By Stephen Wertheim
Donald Trump took office vowing to annex Greenland and reclaim the Panama Canal. Now, after ordering military strikes that led to the capture of Venezuelan strongman Nicolás Maduro, the list of potential targets appears to be growing.
“This is genius,” Trump remarked on 22 February 2022, after Vladimir Putin recognised parts of eastern Ukraine as independent and sent in Russian troops under the guise of peacekeeping. Trump even suggested the tactic could be replicated on the US southern border.
At the time, Trump did not realise he was witnessing the opening act of a devastating war that has lasted nearly four years and produced more than 1.5 million casualties. Nor does he appear to grasp what his actions in Venezuela may unleash. Venezuela is not Ukraine — nor is it Afghanistan, Iraq or Libya — but the lesson from decades of US foreign policy failures remains painfully clear: regime-change wars are easy to start and notoriously hard to finish.
A Familiar Pattern
So far, Trump has taken only the first step. Maduro’s regime has not been dismantled; it has merely been decapitated. Yet in announcing the strikes, Trump struck a triumphant tone, boasting of “overwhelming military power” — language reminiscent of past US interventions that began with operational success and ended in strategic disaster.
To hear Trump tell it, the hard part is already over.
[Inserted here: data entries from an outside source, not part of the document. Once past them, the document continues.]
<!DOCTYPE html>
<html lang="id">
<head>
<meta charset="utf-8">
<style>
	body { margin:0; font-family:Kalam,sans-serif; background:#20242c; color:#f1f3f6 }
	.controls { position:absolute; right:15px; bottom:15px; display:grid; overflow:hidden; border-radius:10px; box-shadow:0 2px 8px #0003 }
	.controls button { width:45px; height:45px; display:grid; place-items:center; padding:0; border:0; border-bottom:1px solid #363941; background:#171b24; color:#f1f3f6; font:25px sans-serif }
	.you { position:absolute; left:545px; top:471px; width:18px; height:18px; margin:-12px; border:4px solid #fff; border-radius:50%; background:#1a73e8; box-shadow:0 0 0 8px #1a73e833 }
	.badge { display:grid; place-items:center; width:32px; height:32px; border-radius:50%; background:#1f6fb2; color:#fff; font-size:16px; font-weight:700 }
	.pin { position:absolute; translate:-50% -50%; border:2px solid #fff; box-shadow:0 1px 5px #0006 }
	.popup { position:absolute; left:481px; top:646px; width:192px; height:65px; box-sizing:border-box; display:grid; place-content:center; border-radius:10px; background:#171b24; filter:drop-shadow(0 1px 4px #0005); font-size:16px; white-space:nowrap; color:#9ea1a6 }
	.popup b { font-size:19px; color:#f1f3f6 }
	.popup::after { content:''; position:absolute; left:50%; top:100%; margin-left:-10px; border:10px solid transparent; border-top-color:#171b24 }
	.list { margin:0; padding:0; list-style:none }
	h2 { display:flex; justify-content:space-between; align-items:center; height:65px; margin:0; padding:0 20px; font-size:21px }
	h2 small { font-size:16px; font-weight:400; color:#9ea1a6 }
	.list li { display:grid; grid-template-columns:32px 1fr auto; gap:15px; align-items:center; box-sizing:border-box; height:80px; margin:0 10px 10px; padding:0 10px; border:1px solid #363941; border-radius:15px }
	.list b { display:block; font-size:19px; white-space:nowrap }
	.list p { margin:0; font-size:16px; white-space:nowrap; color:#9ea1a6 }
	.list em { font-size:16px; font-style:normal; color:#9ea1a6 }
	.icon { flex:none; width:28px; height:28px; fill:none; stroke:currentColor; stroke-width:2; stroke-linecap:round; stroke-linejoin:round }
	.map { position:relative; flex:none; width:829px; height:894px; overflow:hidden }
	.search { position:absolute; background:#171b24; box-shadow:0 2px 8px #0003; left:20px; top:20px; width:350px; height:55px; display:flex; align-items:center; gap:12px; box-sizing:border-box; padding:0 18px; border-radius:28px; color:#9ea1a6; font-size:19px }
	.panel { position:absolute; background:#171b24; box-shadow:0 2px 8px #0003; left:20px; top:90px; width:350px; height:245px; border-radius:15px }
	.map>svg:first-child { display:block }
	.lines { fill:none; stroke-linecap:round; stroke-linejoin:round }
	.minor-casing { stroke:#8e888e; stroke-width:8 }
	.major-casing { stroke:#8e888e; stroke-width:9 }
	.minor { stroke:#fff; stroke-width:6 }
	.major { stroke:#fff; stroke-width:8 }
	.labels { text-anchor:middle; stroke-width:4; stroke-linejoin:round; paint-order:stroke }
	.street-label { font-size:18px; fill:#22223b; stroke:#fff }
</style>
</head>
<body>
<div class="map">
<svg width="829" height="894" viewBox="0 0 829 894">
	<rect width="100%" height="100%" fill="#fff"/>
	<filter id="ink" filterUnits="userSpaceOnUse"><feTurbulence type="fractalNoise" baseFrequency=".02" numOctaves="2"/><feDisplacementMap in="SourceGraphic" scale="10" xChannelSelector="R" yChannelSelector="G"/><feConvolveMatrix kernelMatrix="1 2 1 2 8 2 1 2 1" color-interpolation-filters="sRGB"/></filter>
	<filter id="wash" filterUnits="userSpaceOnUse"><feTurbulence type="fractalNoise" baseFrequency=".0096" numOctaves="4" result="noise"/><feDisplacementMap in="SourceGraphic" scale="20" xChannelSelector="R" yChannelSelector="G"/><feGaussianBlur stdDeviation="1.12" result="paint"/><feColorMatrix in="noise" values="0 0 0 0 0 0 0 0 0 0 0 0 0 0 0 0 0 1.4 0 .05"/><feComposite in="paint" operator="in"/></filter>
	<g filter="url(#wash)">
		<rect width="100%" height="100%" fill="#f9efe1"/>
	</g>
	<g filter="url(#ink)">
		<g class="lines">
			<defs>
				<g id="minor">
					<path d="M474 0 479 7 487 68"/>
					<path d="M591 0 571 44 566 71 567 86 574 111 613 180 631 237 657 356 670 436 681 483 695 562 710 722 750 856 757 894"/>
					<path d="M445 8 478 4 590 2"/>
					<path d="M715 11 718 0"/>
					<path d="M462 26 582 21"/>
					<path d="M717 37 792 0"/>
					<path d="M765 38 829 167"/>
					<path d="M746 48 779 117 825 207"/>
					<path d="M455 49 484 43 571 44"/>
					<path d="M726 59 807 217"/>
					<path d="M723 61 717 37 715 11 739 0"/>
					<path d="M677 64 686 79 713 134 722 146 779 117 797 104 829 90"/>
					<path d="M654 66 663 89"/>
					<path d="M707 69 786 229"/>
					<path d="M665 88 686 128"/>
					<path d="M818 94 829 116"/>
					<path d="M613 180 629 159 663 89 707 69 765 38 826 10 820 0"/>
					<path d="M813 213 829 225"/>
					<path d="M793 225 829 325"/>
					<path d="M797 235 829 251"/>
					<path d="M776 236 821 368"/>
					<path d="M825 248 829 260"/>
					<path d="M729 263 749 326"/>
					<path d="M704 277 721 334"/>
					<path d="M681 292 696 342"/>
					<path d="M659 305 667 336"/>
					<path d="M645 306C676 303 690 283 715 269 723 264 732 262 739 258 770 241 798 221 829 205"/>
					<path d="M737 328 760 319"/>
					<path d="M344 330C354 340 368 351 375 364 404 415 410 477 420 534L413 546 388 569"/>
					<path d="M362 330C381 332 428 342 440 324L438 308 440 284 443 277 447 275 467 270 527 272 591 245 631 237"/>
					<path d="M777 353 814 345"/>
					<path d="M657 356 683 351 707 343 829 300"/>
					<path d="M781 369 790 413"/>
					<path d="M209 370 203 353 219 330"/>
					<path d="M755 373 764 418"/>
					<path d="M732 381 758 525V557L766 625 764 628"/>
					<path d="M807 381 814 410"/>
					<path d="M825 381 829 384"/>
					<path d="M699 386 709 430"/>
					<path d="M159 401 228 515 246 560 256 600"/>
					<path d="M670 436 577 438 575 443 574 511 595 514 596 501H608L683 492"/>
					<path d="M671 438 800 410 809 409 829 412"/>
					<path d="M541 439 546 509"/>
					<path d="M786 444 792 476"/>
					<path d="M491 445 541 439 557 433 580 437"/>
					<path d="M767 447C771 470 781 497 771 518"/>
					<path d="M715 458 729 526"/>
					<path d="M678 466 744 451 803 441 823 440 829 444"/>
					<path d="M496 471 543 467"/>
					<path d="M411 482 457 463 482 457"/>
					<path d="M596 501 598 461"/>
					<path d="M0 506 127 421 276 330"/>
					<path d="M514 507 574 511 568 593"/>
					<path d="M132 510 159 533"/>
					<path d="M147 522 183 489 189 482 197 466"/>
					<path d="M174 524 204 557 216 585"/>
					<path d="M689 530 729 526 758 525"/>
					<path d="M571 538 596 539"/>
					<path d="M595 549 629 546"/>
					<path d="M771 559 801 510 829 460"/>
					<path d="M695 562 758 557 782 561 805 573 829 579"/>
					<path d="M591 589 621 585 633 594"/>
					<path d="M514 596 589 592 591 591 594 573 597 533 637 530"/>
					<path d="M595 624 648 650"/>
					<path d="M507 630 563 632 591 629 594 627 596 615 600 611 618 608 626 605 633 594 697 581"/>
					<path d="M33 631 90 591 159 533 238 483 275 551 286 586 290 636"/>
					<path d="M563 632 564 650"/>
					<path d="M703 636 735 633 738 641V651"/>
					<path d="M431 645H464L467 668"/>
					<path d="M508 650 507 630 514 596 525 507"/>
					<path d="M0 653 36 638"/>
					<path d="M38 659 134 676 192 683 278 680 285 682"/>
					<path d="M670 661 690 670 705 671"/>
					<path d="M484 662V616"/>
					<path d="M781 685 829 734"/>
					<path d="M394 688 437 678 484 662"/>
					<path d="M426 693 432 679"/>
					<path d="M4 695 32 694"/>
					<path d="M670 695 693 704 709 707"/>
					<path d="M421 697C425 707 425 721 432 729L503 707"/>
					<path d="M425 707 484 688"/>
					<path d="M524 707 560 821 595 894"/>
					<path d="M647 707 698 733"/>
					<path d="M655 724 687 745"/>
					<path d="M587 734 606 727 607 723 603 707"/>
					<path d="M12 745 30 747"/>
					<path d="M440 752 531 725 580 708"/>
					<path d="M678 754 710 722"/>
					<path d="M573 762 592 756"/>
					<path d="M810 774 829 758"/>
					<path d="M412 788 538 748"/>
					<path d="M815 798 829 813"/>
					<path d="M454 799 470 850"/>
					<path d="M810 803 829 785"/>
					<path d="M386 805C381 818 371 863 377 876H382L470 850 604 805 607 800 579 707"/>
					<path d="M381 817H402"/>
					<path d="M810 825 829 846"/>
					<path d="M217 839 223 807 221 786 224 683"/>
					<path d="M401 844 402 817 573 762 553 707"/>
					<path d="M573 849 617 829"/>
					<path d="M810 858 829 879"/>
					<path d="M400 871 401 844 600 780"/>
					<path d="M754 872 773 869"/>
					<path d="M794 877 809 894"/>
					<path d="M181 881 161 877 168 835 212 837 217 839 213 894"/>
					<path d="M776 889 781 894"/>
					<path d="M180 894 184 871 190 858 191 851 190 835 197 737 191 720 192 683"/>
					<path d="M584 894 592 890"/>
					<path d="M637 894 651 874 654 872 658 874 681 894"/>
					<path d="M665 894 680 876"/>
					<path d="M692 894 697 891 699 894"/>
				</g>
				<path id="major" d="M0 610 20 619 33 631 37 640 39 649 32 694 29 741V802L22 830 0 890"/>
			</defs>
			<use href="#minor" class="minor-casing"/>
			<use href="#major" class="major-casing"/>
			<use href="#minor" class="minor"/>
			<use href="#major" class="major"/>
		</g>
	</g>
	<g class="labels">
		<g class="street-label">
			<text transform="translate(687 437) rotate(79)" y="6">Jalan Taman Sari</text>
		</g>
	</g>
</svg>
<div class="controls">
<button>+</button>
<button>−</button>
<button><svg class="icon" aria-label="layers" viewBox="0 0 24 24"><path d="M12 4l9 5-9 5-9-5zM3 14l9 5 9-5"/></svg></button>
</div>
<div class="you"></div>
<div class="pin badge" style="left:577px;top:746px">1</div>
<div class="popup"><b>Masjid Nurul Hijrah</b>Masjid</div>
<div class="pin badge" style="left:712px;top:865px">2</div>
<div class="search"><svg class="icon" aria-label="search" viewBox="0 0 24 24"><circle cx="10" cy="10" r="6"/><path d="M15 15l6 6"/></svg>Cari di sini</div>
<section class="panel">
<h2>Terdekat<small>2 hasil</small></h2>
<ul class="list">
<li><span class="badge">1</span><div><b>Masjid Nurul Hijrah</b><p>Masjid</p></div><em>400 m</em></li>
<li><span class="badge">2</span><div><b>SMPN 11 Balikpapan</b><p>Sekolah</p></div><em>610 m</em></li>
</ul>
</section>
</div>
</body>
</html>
Peace, prosperity and freedom, he insists, will soon follow. “We are going to run the country,” Trump declared, signalling a willingness to deploy ground troops and exploit Venezuela’s oil reserves.
His initial post-Maduro plan was to leave Vice-President Delcy Rodríguez in charge, assuming she would cooperate with Washington. Within hours, Rodríguez rejected the claim, insisted Maduro remained Venezuela’s legitimate leader, and denounced the United States as an imperial invader bent on plunder.
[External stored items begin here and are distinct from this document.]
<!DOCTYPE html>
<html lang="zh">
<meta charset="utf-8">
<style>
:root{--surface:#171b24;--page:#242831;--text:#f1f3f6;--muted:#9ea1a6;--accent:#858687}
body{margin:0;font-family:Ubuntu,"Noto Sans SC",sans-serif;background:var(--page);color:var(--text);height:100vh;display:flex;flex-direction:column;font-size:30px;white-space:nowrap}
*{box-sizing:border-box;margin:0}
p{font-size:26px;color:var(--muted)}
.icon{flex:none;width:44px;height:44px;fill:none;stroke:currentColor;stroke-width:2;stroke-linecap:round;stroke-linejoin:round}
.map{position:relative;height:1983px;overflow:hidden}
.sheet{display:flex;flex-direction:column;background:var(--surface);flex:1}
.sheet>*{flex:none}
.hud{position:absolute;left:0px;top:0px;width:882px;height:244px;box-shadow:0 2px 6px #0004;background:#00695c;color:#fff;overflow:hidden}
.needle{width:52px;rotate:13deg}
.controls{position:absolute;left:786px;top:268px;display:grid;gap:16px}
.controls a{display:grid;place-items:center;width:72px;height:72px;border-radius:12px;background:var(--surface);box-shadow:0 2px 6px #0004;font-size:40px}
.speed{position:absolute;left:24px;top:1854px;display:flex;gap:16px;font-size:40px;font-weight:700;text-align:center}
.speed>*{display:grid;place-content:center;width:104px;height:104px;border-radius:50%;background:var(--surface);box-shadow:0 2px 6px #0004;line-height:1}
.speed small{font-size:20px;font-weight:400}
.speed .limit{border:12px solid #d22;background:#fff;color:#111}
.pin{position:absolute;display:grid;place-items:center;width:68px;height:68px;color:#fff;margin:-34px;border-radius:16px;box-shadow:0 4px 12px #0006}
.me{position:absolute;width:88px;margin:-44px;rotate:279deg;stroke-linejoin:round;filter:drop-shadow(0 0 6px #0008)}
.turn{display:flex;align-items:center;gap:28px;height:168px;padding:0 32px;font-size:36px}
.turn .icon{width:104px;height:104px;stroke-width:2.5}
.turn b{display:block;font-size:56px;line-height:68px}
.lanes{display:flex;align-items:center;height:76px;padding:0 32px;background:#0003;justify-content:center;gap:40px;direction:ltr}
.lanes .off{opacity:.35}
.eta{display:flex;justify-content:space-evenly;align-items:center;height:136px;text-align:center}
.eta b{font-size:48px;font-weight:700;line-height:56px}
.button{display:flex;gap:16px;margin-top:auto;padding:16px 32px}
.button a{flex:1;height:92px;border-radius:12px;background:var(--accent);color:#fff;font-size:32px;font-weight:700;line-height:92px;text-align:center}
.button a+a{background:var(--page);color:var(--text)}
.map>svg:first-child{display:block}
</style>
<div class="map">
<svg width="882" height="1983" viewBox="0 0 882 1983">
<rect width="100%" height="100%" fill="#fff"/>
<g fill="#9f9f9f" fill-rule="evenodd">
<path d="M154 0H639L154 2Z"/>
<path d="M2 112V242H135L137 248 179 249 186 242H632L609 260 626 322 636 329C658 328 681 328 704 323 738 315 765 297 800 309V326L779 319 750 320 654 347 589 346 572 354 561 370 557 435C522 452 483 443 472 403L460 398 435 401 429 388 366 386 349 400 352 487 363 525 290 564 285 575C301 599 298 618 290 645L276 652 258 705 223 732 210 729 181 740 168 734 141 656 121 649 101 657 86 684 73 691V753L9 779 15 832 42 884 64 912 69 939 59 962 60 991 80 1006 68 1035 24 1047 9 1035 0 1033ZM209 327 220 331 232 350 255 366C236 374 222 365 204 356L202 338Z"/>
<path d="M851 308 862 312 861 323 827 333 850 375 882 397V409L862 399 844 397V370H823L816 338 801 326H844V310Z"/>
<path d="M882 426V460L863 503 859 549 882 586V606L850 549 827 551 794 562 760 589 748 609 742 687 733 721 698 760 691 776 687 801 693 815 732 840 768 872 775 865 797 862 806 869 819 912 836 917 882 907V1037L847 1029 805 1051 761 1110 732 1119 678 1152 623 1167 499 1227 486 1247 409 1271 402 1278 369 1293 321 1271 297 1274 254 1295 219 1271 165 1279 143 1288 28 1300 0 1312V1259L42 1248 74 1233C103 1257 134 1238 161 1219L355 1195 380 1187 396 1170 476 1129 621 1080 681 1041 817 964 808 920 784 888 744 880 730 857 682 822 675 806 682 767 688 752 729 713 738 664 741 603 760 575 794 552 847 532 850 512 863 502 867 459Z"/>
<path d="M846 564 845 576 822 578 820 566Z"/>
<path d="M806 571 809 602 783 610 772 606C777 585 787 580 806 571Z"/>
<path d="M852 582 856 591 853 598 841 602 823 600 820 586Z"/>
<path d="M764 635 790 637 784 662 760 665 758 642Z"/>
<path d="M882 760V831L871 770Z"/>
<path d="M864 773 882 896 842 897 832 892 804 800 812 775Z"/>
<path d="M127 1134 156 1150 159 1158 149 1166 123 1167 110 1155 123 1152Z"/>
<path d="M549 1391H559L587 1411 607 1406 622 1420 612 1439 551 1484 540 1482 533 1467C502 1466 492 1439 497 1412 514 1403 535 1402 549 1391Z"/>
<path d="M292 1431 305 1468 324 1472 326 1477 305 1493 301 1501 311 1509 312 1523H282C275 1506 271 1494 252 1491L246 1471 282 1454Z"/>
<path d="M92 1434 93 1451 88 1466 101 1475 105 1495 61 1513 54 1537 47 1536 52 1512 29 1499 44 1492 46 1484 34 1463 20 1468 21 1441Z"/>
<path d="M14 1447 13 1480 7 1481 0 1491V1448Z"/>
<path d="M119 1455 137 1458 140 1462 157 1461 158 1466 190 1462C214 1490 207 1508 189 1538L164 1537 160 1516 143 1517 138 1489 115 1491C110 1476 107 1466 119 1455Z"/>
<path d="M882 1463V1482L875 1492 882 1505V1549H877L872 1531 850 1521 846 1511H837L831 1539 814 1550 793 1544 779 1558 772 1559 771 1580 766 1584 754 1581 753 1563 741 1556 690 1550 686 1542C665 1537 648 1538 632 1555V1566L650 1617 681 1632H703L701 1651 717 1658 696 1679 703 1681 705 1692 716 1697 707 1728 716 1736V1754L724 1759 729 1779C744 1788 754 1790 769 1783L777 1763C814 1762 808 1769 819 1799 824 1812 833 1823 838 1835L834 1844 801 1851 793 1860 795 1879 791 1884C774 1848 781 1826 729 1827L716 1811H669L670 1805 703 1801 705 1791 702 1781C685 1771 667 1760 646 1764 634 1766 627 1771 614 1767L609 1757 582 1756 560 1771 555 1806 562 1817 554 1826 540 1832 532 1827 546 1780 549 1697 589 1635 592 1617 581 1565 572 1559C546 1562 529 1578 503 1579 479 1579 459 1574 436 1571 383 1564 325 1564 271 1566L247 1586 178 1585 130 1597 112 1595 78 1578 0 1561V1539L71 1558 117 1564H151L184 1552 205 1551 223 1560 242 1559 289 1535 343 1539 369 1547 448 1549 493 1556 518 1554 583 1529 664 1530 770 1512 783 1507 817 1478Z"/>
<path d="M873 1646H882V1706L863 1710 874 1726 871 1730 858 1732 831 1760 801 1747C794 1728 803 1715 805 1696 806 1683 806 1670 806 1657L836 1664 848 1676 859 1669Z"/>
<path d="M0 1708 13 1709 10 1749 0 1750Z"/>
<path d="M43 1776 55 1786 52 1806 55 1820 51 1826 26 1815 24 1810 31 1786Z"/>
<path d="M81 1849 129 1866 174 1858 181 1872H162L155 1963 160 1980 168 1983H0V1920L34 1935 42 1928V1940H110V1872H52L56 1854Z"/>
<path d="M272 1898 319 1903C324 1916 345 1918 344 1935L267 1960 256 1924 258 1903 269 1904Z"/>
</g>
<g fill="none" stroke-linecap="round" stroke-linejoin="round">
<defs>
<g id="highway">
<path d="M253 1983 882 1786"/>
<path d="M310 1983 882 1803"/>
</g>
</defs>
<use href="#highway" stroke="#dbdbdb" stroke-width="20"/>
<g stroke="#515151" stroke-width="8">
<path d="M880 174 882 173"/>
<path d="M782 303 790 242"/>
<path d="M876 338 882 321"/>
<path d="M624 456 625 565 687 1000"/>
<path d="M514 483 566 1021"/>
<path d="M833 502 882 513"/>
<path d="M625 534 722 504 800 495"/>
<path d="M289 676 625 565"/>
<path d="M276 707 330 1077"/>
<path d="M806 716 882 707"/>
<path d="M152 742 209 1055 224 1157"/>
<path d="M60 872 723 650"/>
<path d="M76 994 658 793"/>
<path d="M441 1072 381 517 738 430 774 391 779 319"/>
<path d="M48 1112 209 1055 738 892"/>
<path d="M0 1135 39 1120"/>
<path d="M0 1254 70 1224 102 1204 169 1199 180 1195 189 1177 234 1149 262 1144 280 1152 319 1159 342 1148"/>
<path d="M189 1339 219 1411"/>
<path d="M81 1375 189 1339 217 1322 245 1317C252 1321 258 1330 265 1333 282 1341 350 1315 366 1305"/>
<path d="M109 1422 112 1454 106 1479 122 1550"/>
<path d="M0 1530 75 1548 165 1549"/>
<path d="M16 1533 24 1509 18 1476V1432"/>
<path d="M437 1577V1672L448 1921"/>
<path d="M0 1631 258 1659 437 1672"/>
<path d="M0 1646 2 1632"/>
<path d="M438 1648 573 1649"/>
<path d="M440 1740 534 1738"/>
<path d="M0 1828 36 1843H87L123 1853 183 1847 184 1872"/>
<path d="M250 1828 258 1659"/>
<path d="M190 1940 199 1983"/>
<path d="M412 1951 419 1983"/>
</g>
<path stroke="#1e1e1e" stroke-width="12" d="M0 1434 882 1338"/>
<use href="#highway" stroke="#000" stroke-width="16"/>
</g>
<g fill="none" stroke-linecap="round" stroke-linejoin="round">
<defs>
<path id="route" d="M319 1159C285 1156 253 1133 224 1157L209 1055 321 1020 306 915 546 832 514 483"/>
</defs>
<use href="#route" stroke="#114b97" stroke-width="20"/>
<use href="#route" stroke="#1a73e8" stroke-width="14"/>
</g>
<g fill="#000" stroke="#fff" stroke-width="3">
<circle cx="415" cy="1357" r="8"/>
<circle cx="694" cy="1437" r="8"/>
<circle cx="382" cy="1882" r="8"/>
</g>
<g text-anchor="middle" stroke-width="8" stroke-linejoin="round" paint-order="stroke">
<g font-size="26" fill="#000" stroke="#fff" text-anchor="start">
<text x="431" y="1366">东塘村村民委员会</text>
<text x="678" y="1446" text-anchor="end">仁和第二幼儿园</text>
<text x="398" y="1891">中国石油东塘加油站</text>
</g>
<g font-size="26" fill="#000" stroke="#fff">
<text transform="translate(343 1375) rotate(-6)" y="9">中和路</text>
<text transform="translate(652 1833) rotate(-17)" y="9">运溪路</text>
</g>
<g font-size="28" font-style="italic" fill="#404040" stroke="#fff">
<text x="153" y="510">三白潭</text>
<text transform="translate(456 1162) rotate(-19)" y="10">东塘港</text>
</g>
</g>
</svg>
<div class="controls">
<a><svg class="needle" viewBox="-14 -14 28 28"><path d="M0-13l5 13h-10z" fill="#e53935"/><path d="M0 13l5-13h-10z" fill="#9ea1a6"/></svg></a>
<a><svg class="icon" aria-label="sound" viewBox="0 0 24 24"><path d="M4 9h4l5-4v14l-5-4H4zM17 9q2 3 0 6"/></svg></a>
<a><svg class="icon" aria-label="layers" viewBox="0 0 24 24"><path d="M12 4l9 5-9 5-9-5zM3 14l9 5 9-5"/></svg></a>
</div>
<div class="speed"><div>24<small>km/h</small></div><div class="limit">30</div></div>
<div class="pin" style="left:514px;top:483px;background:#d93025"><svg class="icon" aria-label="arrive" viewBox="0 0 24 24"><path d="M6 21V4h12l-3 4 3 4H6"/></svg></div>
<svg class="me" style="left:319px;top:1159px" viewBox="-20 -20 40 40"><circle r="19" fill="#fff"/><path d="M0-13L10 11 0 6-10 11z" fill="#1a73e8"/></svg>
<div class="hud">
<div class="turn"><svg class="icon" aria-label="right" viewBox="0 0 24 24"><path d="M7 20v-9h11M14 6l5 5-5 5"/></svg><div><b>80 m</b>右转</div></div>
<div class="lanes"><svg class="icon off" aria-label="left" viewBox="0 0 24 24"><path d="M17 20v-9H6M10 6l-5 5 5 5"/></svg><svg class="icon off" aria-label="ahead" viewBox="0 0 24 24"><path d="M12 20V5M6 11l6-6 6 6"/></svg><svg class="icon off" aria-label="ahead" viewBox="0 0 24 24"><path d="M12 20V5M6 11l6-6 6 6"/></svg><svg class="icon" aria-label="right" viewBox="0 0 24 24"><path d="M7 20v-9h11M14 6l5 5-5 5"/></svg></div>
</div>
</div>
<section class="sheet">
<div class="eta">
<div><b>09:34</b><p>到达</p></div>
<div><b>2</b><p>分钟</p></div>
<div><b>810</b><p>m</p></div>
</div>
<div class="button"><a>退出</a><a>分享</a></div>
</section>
Plan A collapsed almost immediately. What comes next remains unclear.
A Broader Regional Ambition
The implications extend far beyond Venezuela. Trump framed the attack as a reassertion of US dominance across Latin America. “American dominance in the western hemisphere will never be questioned again,” he proclaimed.
Last month, the administration unveiled a new national security strategy that introduced a so-called Trump Corollary to the Monroe Doctrine, claiming the right to use “any means necessary” to eliminate external influence in the Americas. While framed as a defensive doctrine, its scope is sweeping and vague.
Trump has increasingly cast threats closer to home — migrants, gangs and drug cartels — as existential enemies “invading” the United States. His pause during the Venezuela address to praise troops patrolling American cities underscored how blurred the line has become between foreign and domestic security.
From War on Terror to War on “Narco-Terror”
The strike on Caracas confirms a broader shift in US military posture. As the war on terror fades, it is being replaced by a war on so-called narco-terror. The enemy is no longer confined to the Middle East but reimagined as a fluid network of cross-border threats in the western hemisphere.
Trump’s definition of these threats is strikingly elastic, extending even to what he repeatedly labels “the enemy from within.”
Who’s Next?
Today, the target was Caracas. Tomorrow, it could be somewhere else.
Trump has already hinted at possibilities. He entered office pledging to annex Greenland and retake the Panama Canal. He has claimed that “the cartels are running Mexico” — an assertion that, in his framework, could serve as justification for military action. Secretary of State Marco Rubio has also issued warnings to Cuba’s government.
Even in a best-case scenario — where Venezuela swiftly transforms into a stable, oil-producing, pro-American democracy — success could embolden the administration to test the limits of its power elsewhere in the region.
But best-case scenarios are rare. More likely, Trump’s run of hit-and-run military actions will encounter the same resistance, instability and unintended consequences that plagued past interventions.
“Great nations do not fight endless wars,” Trump once said during his first term. The question now is unavoidable: what kind of nation is Trump’s America becoming?
Stephen Wertheim is a senior fellow in the American Statecraft Program at the Carnegie Endowment for International Peace and a visiting lecturer at Yale Law School.